25 January, 2009

Torture Advocates Will Be Disappointed

These people are unreal:
Yesterday, President Obama signed an executive order banning the use of torture in all military and CIA interrogations of suspected terrorists. The order specifically revoked the legal memos written by the Bush administration to justify the use of torture on detainees.

Today, the Wall Street Journal editorializes that Obama “wants to have it both ways on torture,” saying he will ban it but simultaneously carve out legal loopholes for coercive techniques to be used in an emergency:

The unfine print of Mr. Obama’s order is that he’s allowed room for what might be called a Jack Bauer exception. It creates a committee to study whether the Field Manual techniques are too limiting “when employed by departments or agencies outside the military.” The Attorney General, Defense Secretary Robert Gates and Director of National Intelligence-designate Dennis Blair will report back and offer “additional or different guidance for other departments or agencies.” […]
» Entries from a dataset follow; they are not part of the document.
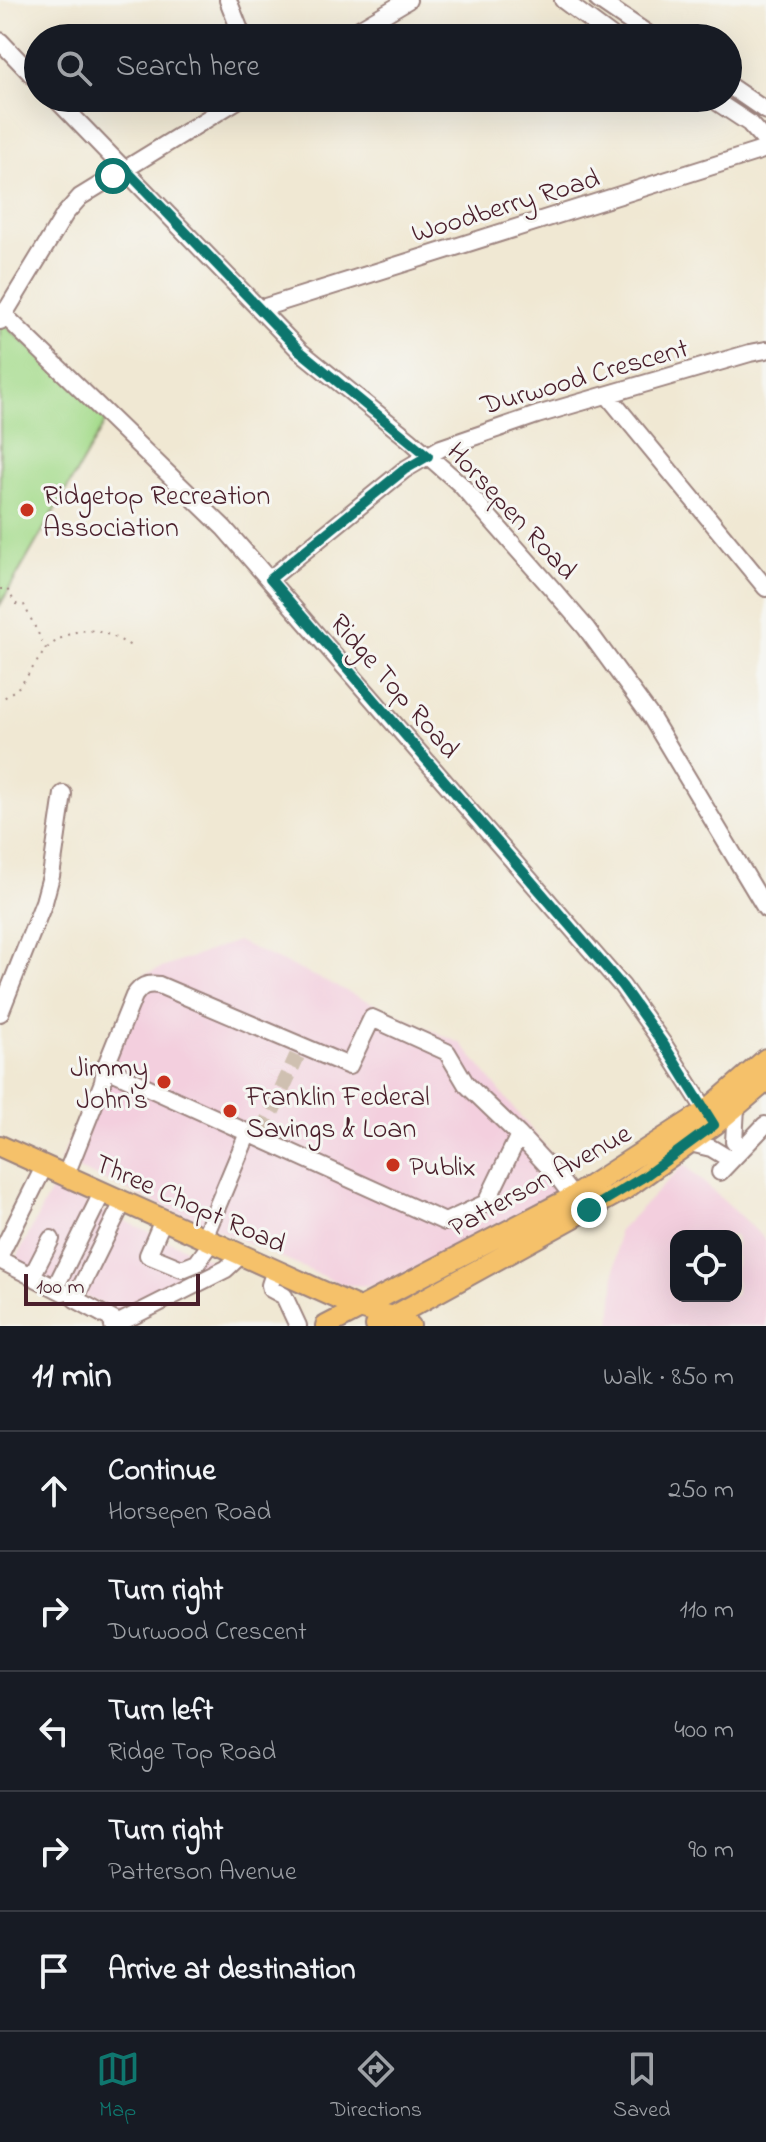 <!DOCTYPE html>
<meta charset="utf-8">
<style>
:root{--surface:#171b24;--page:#20242c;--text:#f1f3f6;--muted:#9ea1a6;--line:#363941;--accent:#0f766e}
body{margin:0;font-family:"Indie Flower",sans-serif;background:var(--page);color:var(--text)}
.controls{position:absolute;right:24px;bottom:24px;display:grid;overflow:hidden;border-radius:16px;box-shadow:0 8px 32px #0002}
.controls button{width:72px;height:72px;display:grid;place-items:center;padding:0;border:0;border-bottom:2px solid var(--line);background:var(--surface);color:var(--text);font:40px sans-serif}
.scale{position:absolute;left:24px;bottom:20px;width:176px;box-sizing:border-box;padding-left:8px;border:4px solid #4a1f2b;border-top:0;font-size:22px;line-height:28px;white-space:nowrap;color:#4a1f2b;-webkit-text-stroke:6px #f6f6f2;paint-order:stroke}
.stop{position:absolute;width:24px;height:24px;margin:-18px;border:6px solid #0f766e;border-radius:50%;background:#fff}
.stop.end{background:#0f766e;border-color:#fff;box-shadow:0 2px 8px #0008}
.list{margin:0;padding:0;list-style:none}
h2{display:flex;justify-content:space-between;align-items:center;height:104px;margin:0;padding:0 32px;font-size:34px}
h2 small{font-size:26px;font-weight:400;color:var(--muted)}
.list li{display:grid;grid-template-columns:52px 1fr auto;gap:24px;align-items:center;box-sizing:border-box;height:120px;padding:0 32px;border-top:2px solid var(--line)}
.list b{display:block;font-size:30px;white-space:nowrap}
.list p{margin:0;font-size:26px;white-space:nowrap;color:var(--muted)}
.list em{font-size:26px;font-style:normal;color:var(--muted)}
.icon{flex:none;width:44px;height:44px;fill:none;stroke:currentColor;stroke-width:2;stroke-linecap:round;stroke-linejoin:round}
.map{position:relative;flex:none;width:766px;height:1326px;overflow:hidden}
.search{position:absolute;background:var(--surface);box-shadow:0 8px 32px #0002;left:24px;right:24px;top:24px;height:88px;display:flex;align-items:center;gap:20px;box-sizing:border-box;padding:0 28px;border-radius:44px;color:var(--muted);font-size:30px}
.sheet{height:704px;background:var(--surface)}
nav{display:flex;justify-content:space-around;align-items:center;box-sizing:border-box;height:112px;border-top:2px solid var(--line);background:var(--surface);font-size:22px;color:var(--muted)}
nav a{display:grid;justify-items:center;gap:4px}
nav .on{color:var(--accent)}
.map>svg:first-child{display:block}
</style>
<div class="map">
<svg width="766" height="1326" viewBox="0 0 766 1326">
<rect width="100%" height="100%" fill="#f6f6f2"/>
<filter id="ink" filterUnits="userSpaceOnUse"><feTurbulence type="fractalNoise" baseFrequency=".0125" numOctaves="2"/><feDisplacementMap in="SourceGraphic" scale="16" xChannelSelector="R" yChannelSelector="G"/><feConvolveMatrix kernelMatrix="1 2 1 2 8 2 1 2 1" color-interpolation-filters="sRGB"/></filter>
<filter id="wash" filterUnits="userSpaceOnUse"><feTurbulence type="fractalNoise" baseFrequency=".006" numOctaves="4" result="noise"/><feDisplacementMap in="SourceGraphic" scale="32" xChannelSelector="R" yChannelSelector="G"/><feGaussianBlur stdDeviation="1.8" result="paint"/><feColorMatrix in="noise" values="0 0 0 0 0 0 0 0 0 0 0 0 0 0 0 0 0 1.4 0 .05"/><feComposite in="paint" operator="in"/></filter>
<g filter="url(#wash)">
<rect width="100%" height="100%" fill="#f0e8d3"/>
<path fill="#f3cfde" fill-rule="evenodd" d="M237,941L462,1044L576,1185L383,1286L343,1285L60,1161L145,974Z
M684,1164L766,1240V1326H611L618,1232ZM736,1236V1296H676V1236Z
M52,1188L220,1264L122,1314L14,1263Z"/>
<path fill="#a5db8c" stroke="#787d5c" stroke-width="2" d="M0,321L109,416L0,605Z"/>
</g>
<g filter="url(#ink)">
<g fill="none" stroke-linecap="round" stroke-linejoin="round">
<path stroke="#cfc0b1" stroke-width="16" stroke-dasharray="16 8" stroke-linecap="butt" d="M262,1133L297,1056"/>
<defs>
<path id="minor" d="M228,0L243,38
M563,0L614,38
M598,0L654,38
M344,38L408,0
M0,41L38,81
M728,85L766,111
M55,98L300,351L410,440L460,484L555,592L586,628L651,717L766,909
M711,98L749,123L766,142
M259,309L766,149
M0,311L224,528L622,986L664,1045L711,1119
M0,321L65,214L80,197L241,98
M608,396L766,588
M270,579L404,470L441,448L537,415L750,353L766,350
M0,1013L44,902L51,876L63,794
M105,1068L445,1222L486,1203L519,1135
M736,1107L734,1142L742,1149
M690,1143L711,1148L731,1160
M720,1172L765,1125
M65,1177L103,1082L105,1068L134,996C141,986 146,983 159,985L349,1066L372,1018L447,1052L466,1084L519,1135L557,1176L573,1197
M163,1220L148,1255L182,1269L197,1263L212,1242
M204,1238L248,1133
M0,1255L44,1167
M0,1260L63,1292
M275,1270L270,1285L271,1289L284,1296L298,1326
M32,1276L51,1239
M55,1288L102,1193
M119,1323L75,1299L123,1202
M113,1326L226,1269L241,1255"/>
<path id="major" d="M0,1146L359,1308L393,1317L410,1326
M326,1326L573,1197L706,1111L766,1059
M376,1326L625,1189L714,1125L766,1081"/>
</defs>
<use href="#minor" stroke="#9d847f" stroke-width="20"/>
<use href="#major" stroke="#9d847f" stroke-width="24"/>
<path stroke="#9d847f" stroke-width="2" stroke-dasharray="2 6" stroke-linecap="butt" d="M0,589H7L16,604L24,605L46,649L20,686L0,701
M47,648C78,623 98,627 131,646"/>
<use href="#minor" stroke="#fff" stroke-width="16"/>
<use href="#major" stroke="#f5c16b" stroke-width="20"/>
</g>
</g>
<g fill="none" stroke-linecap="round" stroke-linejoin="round" filter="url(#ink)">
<path stroke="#0f766e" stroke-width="10" d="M113,176L125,169L300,351L428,456L404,470L270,579L622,986L664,1045L714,1125L645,1176L589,1210"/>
</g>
<g fill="#c8321e" stroke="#f6f6f2" stroke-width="3">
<circle cx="27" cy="510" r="8"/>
<circle cx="164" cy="1082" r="8"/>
<circle cx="230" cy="1111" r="8"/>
<circle cx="393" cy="1165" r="8"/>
</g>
<g text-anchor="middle" stroke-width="6" stroke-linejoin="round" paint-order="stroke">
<g font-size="28" fill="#4a1f2b" stroke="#f6f6f2">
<text transform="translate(505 204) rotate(-17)" y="10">Woodberry Road</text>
<text transform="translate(584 375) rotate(-16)" y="10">Durwood Crescent</text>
<text transform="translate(513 510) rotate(47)" y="10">Horsepen Road</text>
<text transform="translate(396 685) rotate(49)" y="10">Ridge Top Road</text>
<text transform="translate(539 1179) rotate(-29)" y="10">Patterson Avenue</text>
<text transform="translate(191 1202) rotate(24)" y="10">Three Chopt Road</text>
</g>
<g font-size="28" fill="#4a1f2b" stroke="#f6f6f2" text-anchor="start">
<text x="43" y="504">Ridgetop Recreation<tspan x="43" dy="32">Association</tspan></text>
<text x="148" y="1076" text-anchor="end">Jimmy<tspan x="148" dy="32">John's</tspan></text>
<text x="246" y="1105">Franklin Federal<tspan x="246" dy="32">Savings &amp; Loan</tspan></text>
<text x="409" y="1175">Publix</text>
</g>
</g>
</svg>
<div class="controls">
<button><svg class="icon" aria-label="locate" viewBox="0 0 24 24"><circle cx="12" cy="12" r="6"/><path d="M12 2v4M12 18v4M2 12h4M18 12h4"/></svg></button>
</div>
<div class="scale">100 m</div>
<div class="stop" style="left:113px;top:176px"></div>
<div class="stop end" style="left:589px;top:1210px"></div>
<div class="search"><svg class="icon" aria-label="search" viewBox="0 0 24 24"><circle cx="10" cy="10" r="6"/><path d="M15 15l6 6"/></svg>Search here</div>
</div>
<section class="sheet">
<h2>11 min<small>Walk · 850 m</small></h2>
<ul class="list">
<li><svg class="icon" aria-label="ahead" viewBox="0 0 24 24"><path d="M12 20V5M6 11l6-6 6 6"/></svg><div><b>Continue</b><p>Horsepen Road</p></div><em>250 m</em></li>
<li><svg class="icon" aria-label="right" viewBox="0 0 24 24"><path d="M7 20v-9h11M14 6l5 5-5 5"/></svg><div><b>Turn right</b><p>Durwood Crescent</p></div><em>110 m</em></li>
<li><svg class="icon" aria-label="left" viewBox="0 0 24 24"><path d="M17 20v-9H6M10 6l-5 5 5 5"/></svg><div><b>Turn left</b><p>Ridge Top Road</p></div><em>400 m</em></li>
<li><svg class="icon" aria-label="right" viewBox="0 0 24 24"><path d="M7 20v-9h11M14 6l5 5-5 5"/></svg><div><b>Turn right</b><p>Patterson Avenue</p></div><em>90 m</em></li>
<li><svg class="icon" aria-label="arrive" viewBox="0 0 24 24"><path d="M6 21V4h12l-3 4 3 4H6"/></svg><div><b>Arrive at destination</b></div></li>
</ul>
</section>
<nav>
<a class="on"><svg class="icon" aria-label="map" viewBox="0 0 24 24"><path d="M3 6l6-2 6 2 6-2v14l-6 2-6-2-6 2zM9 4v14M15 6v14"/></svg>Map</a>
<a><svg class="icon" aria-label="directions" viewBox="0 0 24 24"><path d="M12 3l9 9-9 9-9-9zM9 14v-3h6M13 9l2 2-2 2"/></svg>Directions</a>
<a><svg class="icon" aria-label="saved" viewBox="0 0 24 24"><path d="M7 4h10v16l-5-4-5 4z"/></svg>Saved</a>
</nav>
The “special task force” may well grant the CIA more legal freedom to squeeze information out of terrorists when it could keep the country safe.

Despite the Wall Street Journal’s foreboding intonations, Obama made it clear yesterday that the era of coercive interrogations had come to an end. Speaking to the State Department he said firmly, “I can say without exception or equivocation that the United States will not torture.”

That's it. Zip, nada, zilch, none. No matter how much the fearmongers on the right wish it were otherwise, Obama's not going to carve out loopholes, or play semantics to pretend the torture the U.S. is engaging in isn't really torture. And, just in case there was any doubt as to that point, Sen. Diane Feinstein is all ready with some legislation to sew up any loopholes remaining:

As I noted here yesterday, human rights advocates think that the executive order outlawing torture that President Obama signed yesterday preserves some wiggle room, because it also appoints a task force to determine whether the techniques outlined in the Army Field Manual are appropriate to the task of keeping the nation safe.

Well, it turns out that others have reached this conclusion, too. The ranking Democratic Senator on the intel committee is now working on ways to stitch up this apparent loophole:

Senator Dianne Feinstein, Democrat of California and chairwoman of the committee, said that despite the executive orders she still planned to press for legislation mandating a single standard for military and C.I.A. interrogators. Such a law would be harder to reverse than Mr. Obama’s executive order, which he could alter or cancel at any time by issuing a new order.

“I think that ultimately the government is well served by codifying it, by having it in law,” Mrs. Feinstein said.

It’ll be interesting to see how the Obama administration reacts to such legislation, should it gain steam.

It'll be far more interesting to see how the rabid right reacts. I wonder if they'll finally have a complete psychotic break?

Oh, right. They already did. They just haven't been committed yet.

And in case you were wondering how the professionals feel about Obama's new direction, David Danzig has our answer:

Interrogators are lauding President Obama for signing an executive order that will shut down secret CIA prisons and place the use of coercive interrogation techniques completely off limits.

"[The order] closes an unconscionable period in our history, in which those who knew least, professed to know most about interrogations," said Joe Navarro, a former special agent and supervisor with the FBI.

"Some die-hards on the right -- who have never interrogated anyone -- are already arguing that forcing interrogations to be conducted within army field manual guidelines is a step backward and will result in 'coddling' dangerous terrorists," retired Colonel Stuart Herrington, who served for more than 30 years as a military intelligence officer, said soon after the order was signed. "This is a common, but uninformed view. Experienced, well-trained, professional interrogators know that interrogation is an art. It is a battle of wits, not muscle. It is a challenge that can be accomplished within the military guidelines without resorting to brutality."

Read that article for an inside look on how torture provides useless, bullshit intel, and how a smart, humane approach to interrogation led to the capture of Sadaam Hussein and allowed us to locate and kill al-Zarqawi.

I know the fucktards on the right think 24's more realistic than the situations actual investigators have faced in the really real world, but you know what? They can go fuck themselves with a serving fork.

Obama won. They lost. Torture's over.